I never thought Helsinki would be that beautiful !!! Now It's on my scandinavian cities to visit list! Thanks for the pics. kay: !


----------



## Mr Bricks (May 6, 2005)

Balth said:


> You mean finnish pirogues? Sure we do, but they're mostly small, and don't taste much. "Real" pirogues taste so much better.


You said you had something called lihapiirakka, but that is not the same thing as karjalanpiirakka which you obviously call Finnish pirogues.


----------



## Bahnsteig4 (Sep 9, 2005)

> #7 is down by the harbour, right? At the end of the Esplanaadi?

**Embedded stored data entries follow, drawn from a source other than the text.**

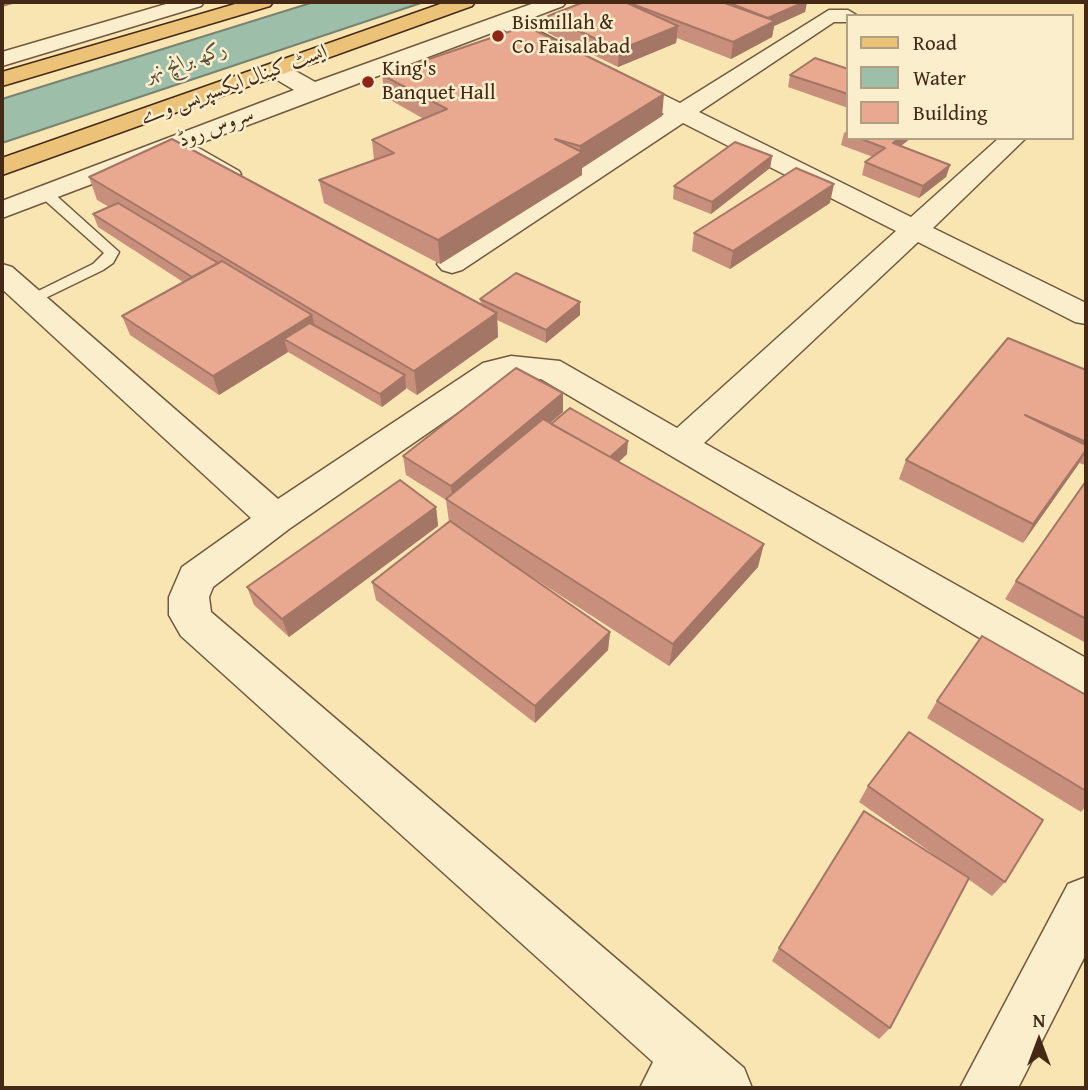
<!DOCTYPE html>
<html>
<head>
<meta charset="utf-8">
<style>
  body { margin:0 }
  #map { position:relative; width:1088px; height:1090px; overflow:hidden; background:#f8e5b2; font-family:"Gentium Book Plus",serif }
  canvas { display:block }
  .frame { position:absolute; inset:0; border:4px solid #442917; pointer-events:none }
  .legend { position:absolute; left:846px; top:14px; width:228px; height:126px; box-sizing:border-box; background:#faeecd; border:2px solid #b19f84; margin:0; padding:9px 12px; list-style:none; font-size:21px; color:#442917 }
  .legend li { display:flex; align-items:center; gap:14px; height:35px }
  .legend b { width:35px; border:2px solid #b19f84 }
  .north { position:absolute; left:1004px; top:1006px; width:70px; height:70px; -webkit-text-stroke:5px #faeecd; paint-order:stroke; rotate:0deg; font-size:19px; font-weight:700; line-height:28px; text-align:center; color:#442917 }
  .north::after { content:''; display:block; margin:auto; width:24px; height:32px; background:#442917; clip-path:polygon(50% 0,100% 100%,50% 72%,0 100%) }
</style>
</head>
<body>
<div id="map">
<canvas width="1088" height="1090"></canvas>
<div class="frame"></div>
<ul class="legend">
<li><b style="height:9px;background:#ecc279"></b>Road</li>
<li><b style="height:19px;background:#9dbfaa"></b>Water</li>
<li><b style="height:19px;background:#e9a890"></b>Building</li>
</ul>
<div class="north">N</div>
</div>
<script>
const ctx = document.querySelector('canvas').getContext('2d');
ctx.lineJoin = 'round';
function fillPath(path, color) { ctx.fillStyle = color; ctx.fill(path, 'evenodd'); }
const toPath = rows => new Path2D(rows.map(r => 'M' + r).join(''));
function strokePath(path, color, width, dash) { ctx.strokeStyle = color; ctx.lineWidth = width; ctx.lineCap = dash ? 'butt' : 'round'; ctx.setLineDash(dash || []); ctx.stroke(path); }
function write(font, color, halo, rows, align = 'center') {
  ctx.font = font + ' "Gentium Book Plus",Amiri,serif'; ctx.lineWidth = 5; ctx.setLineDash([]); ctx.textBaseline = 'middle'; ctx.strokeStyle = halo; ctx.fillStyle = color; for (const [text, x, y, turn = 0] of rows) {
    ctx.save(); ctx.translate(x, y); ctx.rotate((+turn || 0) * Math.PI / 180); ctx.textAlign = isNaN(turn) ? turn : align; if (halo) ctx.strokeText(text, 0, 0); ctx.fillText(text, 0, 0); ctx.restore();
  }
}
const water = toPath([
  [314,2,424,2,2,143,2,99,314,2]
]);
const lane = toPath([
  [181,138,239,171,241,174,229,177,177,145,177,139,181,138],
  [40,190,50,190,119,252,113,263,103,270,31,305,26,303,26,297,93,264,104,253,40,196,40,190]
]);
const street = toPath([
  [173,2,204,2,201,6,2,66,2,52,173,2],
  [537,2,566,2,563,6,521,22,573,49,576,54,573,59,557,59,502,29,2,218,2,201,294,90,269,75,266,70,269,65,285,65,315,82,537,2],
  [829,10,848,10,858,16,848,16,848,22,834,22,699,112,911,217,999,138,1026,138,933,228,1086,303,1086,324,1075,322,918,242,704,443,1086,658,1086,697,1071,692,541,379,506,379,289,529,213,587,209,597,211,612,744,1068,752,1088,640,1088,653,1062,181,636,169,615,169,597,182,567,251,518,2,289,2,264,12,267,278,499,483,363,511,356,560,361,677,428,896,231,683,123,462,270,452,273,442,270,437,264,442,258,664,114,607,85,603,80,607,75,623,75,680,103,829,10],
  [1086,877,1086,954,1018,1088,960,1088,1068,884,1086,877]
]);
const primary = toPath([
  [242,2,273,2,270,6,2,86,2,72,242,2],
  [446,2,475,2,472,6,2,175,2,158,446,2]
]);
const wall = toPath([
  [584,2,807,2,805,12,774,26,772,37,731,59,677,38,676,43,618,67,548,33,548,16],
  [848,69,848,108,788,87,790,75],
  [382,75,662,116,582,168,582,175,440,264,324,203,319,180,374,160,372,140,424,119,385,97],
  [848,130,848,138,911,138,901,146,950,165,946,177,919,198,862,175,865,162,873,157,841,145,844,133],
  [772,156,770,168,711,214,673,199,674,186],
  [89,177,481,304,480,299,580,315,546,343,497,320,498,337,417,395,406,388,382,407,288,352,219,395,130,335,122,316,183,282,98,227,93,214,109,207,97,200],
  [830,203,730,269,692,251,694,233],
  [1086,370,1086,463,1085,465,1079,463,1023,543,899,479,906,460],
  [563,393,563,412,550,423,627,454,619,462,758,567,669,666,512,564,610,632,608,650,535,723,376,600,372,582,449,522,446,500,406,475,403,456],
  [1086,481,1086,643,1005,599,1016,581],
  [436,507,438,526,289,637,254,605,247,587],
  [1086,695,1086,806,1081,812,927,718,937,701],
  [868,786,1005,882,992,896,968,879,890,1028,879,1039,772,961,779,948,946,863,859,802]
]);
const shadedWall = toPath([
  [2,2,20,2,2,7],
  [804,2,807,2,805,12,774,26,772,37,731,59,733,42,768,18],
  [678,26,676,43,618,67,619,50],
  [664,94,662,116,582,168,582,175,440,264,438,240,580,153,580,146],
  [899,138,911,138,889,155,893,143],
  [772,156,770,168,711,214,712,202],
  [950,165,946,177,919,198,923,186],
  [834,184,830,203,730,269,733,251],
  [580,302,580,315,546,343,546,330],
  [497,313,498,337,417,395,414,371],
  [312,315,317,334,284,339,288,352,219,395,213,376],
  [405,375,406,389,382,407,380,394],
  [563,393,563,412,453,504,451,486],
  [628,441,627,454,602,477,603,464],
  [1086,451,1078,465,1023,543,1033,524],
  [436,507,438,526,289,637,282,619],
  [764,544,758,567,669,666,673,644],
  [610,632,608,650,535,723,535,706]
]);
const building = toPath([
  [584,2,625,2,678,26,619,50,548,16,584,2],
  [627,2,722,2,775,21,733,42,627,2],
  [727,2,804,2,768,18,727,2],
  [526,26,664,94,580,146,555,139,582,152,438,240,319,180,394,153,372,140,447,109,382,75,526,26],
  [815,58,848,69,848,94,790,75,815,58],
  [859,138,899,138,893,143,950,165,923,186,865,162,885,148,859,138],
  [172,139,497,313,414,371,89,177,172,139],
  [735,142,772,156,712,202,674,186,735,142],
  [796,168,834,184,733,251,694,233,796,168],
  [118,203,218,263,192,277,93,214,118,203],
  [222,261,312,315,213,376,122,316,222,261],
  [516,273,580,302,546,330,480,299,516,273],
  [310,323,405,375,380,394,284,339,310,323],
  [1008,338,1086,370,1086,442,1025,415,1086,445,1086,450,1033,524,906,460,1008,338],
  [516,368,563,393,451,486,403,456,516,368],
  [570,408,628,441,610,457,551,424,570,408],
  [543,419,764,544,673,644,446,499,543,419],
  [400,480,436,507,282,619,247,587,400,480],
  [1086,481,1086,619,1016,581,1086,481],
  [450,521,610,632,535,706,372,582,450,521],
  [982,636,1086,695,1086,791,937,701,982,636],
  [909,732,1043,820,1005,882,868,786,909,732],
  [864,811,969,878,890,1028,779,948,864,811]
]);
const markers = [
  [498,36,7,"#8f2418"],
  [368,82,7,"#8f2418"]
];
const farPoinames = [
  ["Bismillah &",512,24],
  ["Co Faisalabad",512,48],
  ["King's",382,70],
  ["Banquet Hall",382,94]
];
const farWaternames = [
  ["رکھ برانچ نہر",186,62,-18]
];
const farStreetnames = [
  ["ایسٹ کینال ایکسپریس وے",234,85,-20],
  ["سروس روڈ",216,128,-21]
];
fillPath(water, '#9dbfaa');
strokePath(water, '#79836f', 2);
strokePath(lane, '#71583e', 3);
strokePath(street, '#71583e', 3);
strokePath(primary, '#442917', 3);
fillPath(lane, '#faeecd');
fillPath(street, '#faeecd');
fillPath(primary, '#ecc279');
fillPath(wall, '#c8907c');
fillPath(shadedWall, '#a37665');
fillPath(building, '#e9a890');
strokePath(building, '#a37665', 2);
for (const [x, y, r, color] of markers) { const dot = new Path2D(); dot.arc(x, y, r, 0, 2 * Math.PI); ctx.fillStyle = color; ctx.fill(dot); strokePath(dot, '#faeecd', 2.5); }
write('21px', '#442917', '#faeecd', farPoinames, 'left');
write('italic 21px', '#5a4e3c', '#faeecd', farWaternames);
write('21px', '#442917', '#faeecd', farStreetnames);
</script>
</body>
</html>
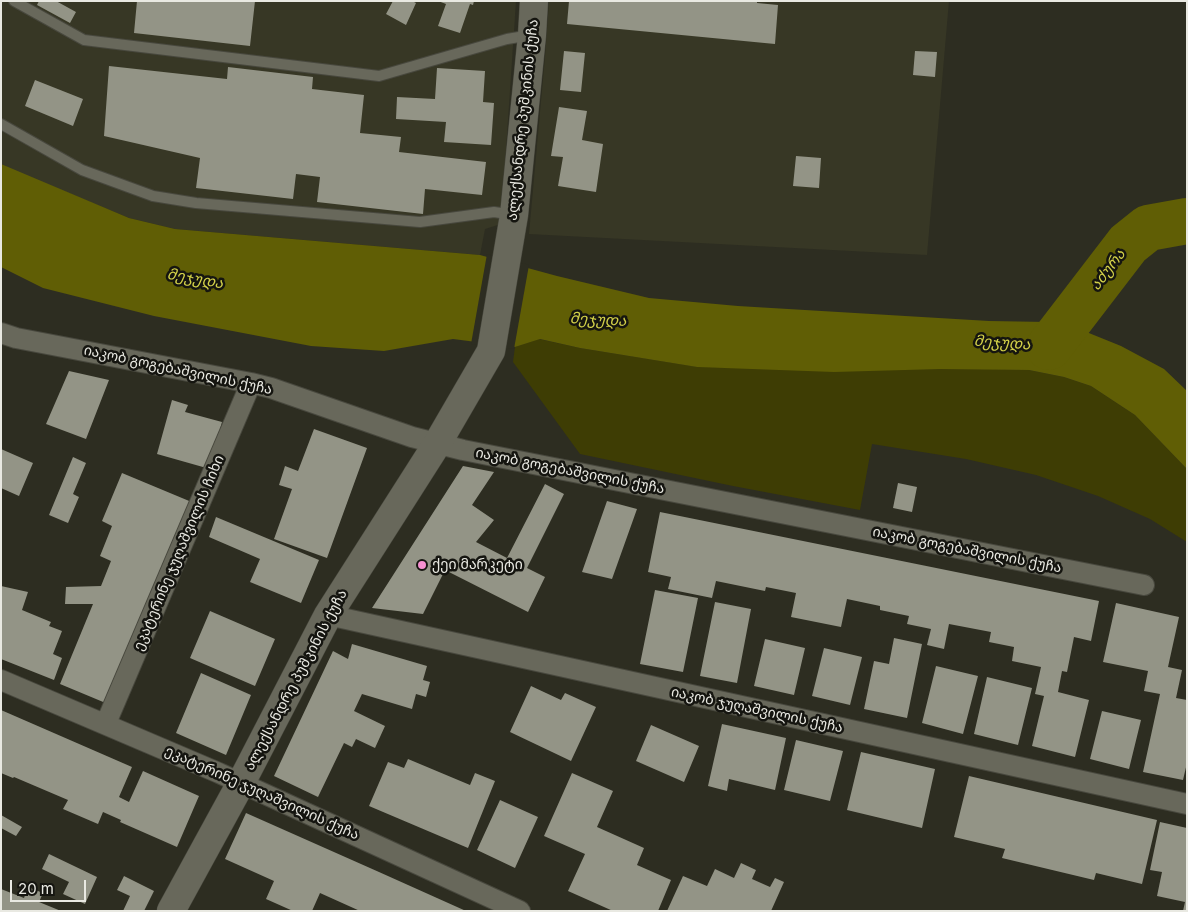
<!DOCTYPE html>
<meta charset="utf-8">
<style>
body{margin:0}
#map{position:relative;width:1188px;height:912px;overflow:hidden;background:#2d2d21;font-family:Inter,sans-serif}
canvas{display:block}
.frame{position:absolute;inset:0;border:2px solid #e9e9e2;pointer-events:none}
.scale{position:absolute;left:10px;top:880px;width:76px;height:22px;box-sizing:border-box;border:2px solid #e9e9e2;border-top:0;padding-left:6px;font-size:15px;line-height:18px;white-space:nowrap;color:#e9e9e2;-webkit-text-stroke:4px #151510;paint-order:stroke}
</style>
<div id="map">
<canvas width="1188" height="912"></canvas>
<div class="frame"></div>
<div class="scale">20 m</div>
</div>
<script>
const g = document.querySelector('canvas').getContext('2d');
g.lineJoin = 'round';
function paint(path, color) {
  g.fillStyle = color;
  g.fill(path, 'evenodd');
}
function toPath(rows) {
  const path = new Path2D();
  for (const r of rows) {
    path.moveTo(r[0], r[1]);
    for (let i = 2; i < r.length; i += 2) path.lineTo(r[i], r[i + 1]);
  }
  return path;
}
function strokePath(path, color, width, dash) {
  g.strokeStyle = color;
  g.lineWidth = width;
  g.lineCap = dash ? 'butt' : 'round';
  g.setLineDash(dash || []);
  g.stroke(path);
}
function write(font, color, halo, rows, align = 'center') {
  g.font = font + ' Inter,"Noto Sans Georgian",sans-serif';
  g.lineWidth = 5;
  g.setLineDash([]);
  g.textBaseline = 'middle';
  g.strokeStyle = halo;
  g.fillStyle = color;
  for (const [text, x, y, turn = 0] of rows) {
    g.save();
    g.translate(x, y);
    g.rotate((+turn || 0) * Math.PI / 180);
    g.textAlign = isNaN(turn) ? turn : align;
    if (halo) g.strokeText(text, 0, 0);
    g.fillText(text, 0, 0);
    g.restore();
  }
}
paint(toPath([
 [1,1,516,1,501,224,485,229,480,255,175,229,129,218,7,168,1,164],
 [549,1,949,1,927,255,529,234,545,57]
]), '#373725');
paint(toPath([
 [539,339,580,348,698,367,994,369,1029,370,1064,377,1091,386,1135,415,1187,469,1187,542,1150,519,1098,496,1036,475,966,459,872,444,860,510,733,486,580,454,513,362,515,347]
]), '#3e3d04');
paint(toPath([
 [1,164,129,218,175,229,480,255,557,276,649,298,738,306,989,321,1048,322,1079,329,1121,346,1164,369,1187,391,1187,469,1135,415,1091,386,1064,377,1029,370,940,369,834,372,697,367,580,348,540,339,515,347,453,339,384,351,311,346,154,316,43,288,1,267]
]), '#605e05');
paint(toPath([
 [487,254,529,265,514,349,471,344]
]), '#2d2d21');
strokePath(toPath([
 [1049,347,1128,244,1148,228,1187,221]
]), '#605e05', 46);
paint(toPath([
 [39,1,56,1,76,12,70,23,37,5],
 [137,1,255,1,250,46,134,33],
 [393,1,412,1,416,3,406,25,386,14],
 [438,1,474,1,473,5,470,4,460,33,438,26,446,4],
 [569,1,757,1,757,3,778,5,775,44,567,24],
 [564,51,585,53,581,92,560,90],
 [915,51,937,52,935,77,913,75],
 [109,66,227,79,228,67,313,77,312,89,364,95,360,133,401,137,399,152,486,162,482,195,425,189,423,214,317,202,320,177,296,174,293,199,196,188,200,158,104,136],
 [437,68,485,71,483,102,494,103,491,145,444,142,446,122,396,119,397,97,435,99],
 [35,80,83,99,73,126,25,106],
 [559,107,587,111,582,140,603,144,596,192,558,186,563,157,551,156],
 [796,156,821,158,819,188,793,186],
 [69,371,109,380,86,439,46,424],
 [172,400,188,405,185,412,222,422,210,469,157,454],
 [314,429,367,448,327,558,274,539,292,489,279,485,285,466,298,471],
 [1,449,33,463,19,496,1,488],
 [73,457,86,463,73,494,79,497,68,523,49,515],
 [463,466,494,472,472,505,494,520,476,542,507,558,545,484,564,494,527,568,545,577,528,612,445,570,423,614,372,608],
 [122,473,194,503,108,704,60,684,93,604,65,604,66,587,101,586,111,561,100,556,112,526,102,521],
 [898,483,917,487,912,512,893,508],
 [607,501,637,509,612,579,582,572],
 [660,512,1099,601,1091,641,1074,637,1067,672,1062,671,1058,692,1089,700,1075,757,1032,746,1044,696,1035,694,1041,667,1012,661,1014,647,989,642,991,632,949,624,944,649,927,645,931,629,907,624,909,616,880,610,880,606,847,599,841,627,791,617,796,593,766,587,765,591,716,581,712,598,668,589,671,577,648,572],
 [216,517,319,560,301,603,250,582,260,559,209,537],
 [1,586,28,592,22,610,51,622,49,626,62,631,53,654,62,658,54,680,1,659],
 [655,590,698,598,683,672,640,664],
 [715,602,751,609,737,683,700,676],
 [1116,603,1179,617,1168,667,1182,670,1176,698,1187,700,1187,763,1183,780,1143,772,1160,694,1144,691,1148,671,1103,662],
 [210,611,275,639,255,686,190,658],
 [894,638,922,644,907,718,864,709,874,661,889,664],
 [765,639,805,648,794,695,754,686],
 [352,644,427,666,423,680,430,682,426,697,416,694,412,709,362,694,354,711,385,726,375,748,356,739,352,747,344,743,318,797,274,776,333,651,348,659],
 [824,648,862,657,850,705,812,696],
 [936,666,978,676,963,734,922,723],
 [201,673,251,695,226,755,176,733],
 [987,677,1032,688,1018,745,974,734],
 [531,686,561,700,565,693,596,707,571,761,510,732],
 [1,710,132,767,119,797,129,802,143,771,199,796,177,847,120,822,121,820,103,812,98,824,63,809,68,800,14,777,13,778,1,773],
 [1102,711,1141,720,1129,769,1090,759],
 [722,724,786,738,775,790,729,779,727,791,708,786],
 [651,725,699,746,684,782,636,761],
 [796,740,843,751,830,801,784,790],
 [861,752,935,769,922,828,847,810],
 [408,759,470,785,475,773,495,781,468,848,369,806,388,762,404,768],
 [572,773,613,791,597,827,644,848,637,865,671,880,658,911,613,911,568,891,585,854,544,836],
 [969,776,1157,820,1142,884,1096,873,1094,880,1002,858,1005,849,954,837],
 [500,800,538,817,515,868,477,850],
 [246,813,379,872,466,911,360,911,320,893,312,911,293,911,266,899,274,881,225,859],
 [1,815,22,827,16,836,1,828],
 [1160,822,1187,828,1187,911,1183,911,1185,902,1157,896,1162,872,1150,870],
 [49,854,97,877,85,904,63,894,69,882,42,869],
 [741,863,756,870,752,879,770,887,775,878,784,882,771,911,667,911,683,876,707,886,715,869,734,878],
 [124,876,154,891,144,911,123,911,130,896,117,890],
 [28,887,43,893,39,902,61,911,1,911,1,889,24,898]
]), '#939486');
const service = toPath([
 [14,1,84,40,379,76,507,39,531,35],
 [1,124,82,170,153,196,196,203,420,222,494,212,514,215]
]);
const minor = toPath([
 [1,333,16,338,251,383,271,388,412,437,463,450,1144,585],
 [328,615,1187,804],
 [1,680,219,773,520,911],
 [106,723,251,383]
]);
const secondary = toPath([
 [171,911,241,783,328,615,437,444,491,351,514,215,532,35,534,1]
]);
strokePath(service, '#48483e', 12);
strokePath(minor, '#48483e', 22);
strokePath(secondary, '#48483e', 29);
strokePath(service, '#68685b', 10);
strokePath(minor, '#68685b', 20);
strokePath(secondary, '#68685b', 28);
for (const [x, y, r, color] of [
 [422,565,5,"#f690d0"]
]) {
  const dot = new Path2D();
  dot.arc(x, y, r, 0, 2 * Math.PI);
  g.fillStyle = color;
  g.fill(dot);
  strokePath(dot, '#151510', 2);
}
write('14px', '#e9e9e2', '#151510', [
 ["ალექსანდრე პუშკინის ქუჩა",523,120,-84],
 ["იაკობ გოგებაშვილის ქუჩა",178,370,12],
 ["იაკობ გოგებაშვილის ქუჩა",570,471,11],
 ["იაკობ გოგებაშვილის ქუჩა",967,550,11],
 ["ეკატერინე ჯუღაშვილის ჩიხი",179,553,-67],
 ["ალექსანდრე პუშკინის ქუჩა",296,680,-62],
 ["იაკობ ჯუღაშვილის ქუჩა",757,710,12],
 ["ეკატერინე ჯუღაშვილის ქუჩა",262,793,24]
]);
write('14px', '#e9e9e2', '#151510', [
 ["ქეი მარკეტი",432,565]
], 'left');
write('italic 15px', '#d3d149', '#151510', [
 ["აძურა",1108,270,-53],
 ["მეჯუდა",195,279,10],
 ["მეჯუდა",598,320,3],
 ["მეჯუდა",1002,343,4]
]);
</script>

Right, that's the Kauppatori market.


----------



## Talbot (Jul 13, 2004)

Helsinki is a nice place.


----------



## FREKI (Sep 27, 2005)

Great pics mate! kay:


----------



## Hviid (Jan 8, 2005)

best photos ive seen of Helsinki from SSC  Thanks for posting!


----------



## G.N (May 7, 2004)

Just great pictures! Amazing!!!!


----------



## dutchmaster (May 23, 2007)

Helsinki is fantastic, clean and organizated. A model to many cities of the world.


----------



## G.N (May 7, 2004)

@davidkunz/VIE

Your pictures are so damn great that I have "copied - pasted" them to the thread about Finland on polish subforum...Hope you don't mind!

Here's the link: http://www.skyscrapercity.com/showthread.php?t=450163


----------



## Bahnsteig4 (Sep 9, 2005)

That's alright. Makes me proud, in fact.


----------



## Joka (Feb 7, 2006)

One year late, but, nice pics!


----------



## G-roy (Jun 4, 2006)

Absolutly beautiful pictures, can not wait to get there, 10 more days. So when i go site seeing in the downtown area, whats the best place to go for a Finnish beer?


----------



## Bahnsteig4 (Sep 9, 2005)

^^ Parks. Everyone meets there in the evening.


----------



## Joka (Feb 7, 2006)

Or you can try _spårakoff_, the pub tram.









A 40min ride through some common tourist spots costs 8€.


----------



## WinoSoul (Sep 14, 2005)

So nice! Very beautiful!


----------



## Alweron (Sep 8, 2006)

cladiv said:


> Beautiful pics of a city we don't get to see often here on SSC.
> Helsinki looks very peaceful and very rich!


Thanks for the compliments of my home city  I've been living in Helsinki for all my life and I've never thought that Helsinki would look rich. How's that? We don't even have any real skyscrapers


----------



## Xpressway (Dec 2, 2006)

Awesome picts! Thanks for showing Helsinki!

(I don't know why but it reminds me a little of Moscow?)


----------



## Johan Näs (Jun 25, 2007)

Skyyy said:


> (I don't know why but it reminds me a little of Moscow?)


That's probably because there's been a lot of russian influence in the architecture of Helsinki. In my opinion, though, Moscow is quite different. But St. Petersburg and Helsinki could be twins - the buildings from the late 19th and the early 20th century really look the same.

The pictures posted here over a year ago were fabolous. I've seldom thought Helsinki would have anything special to offer, but after seeing these pictures I think it does. At least it's a great city to live in.


----------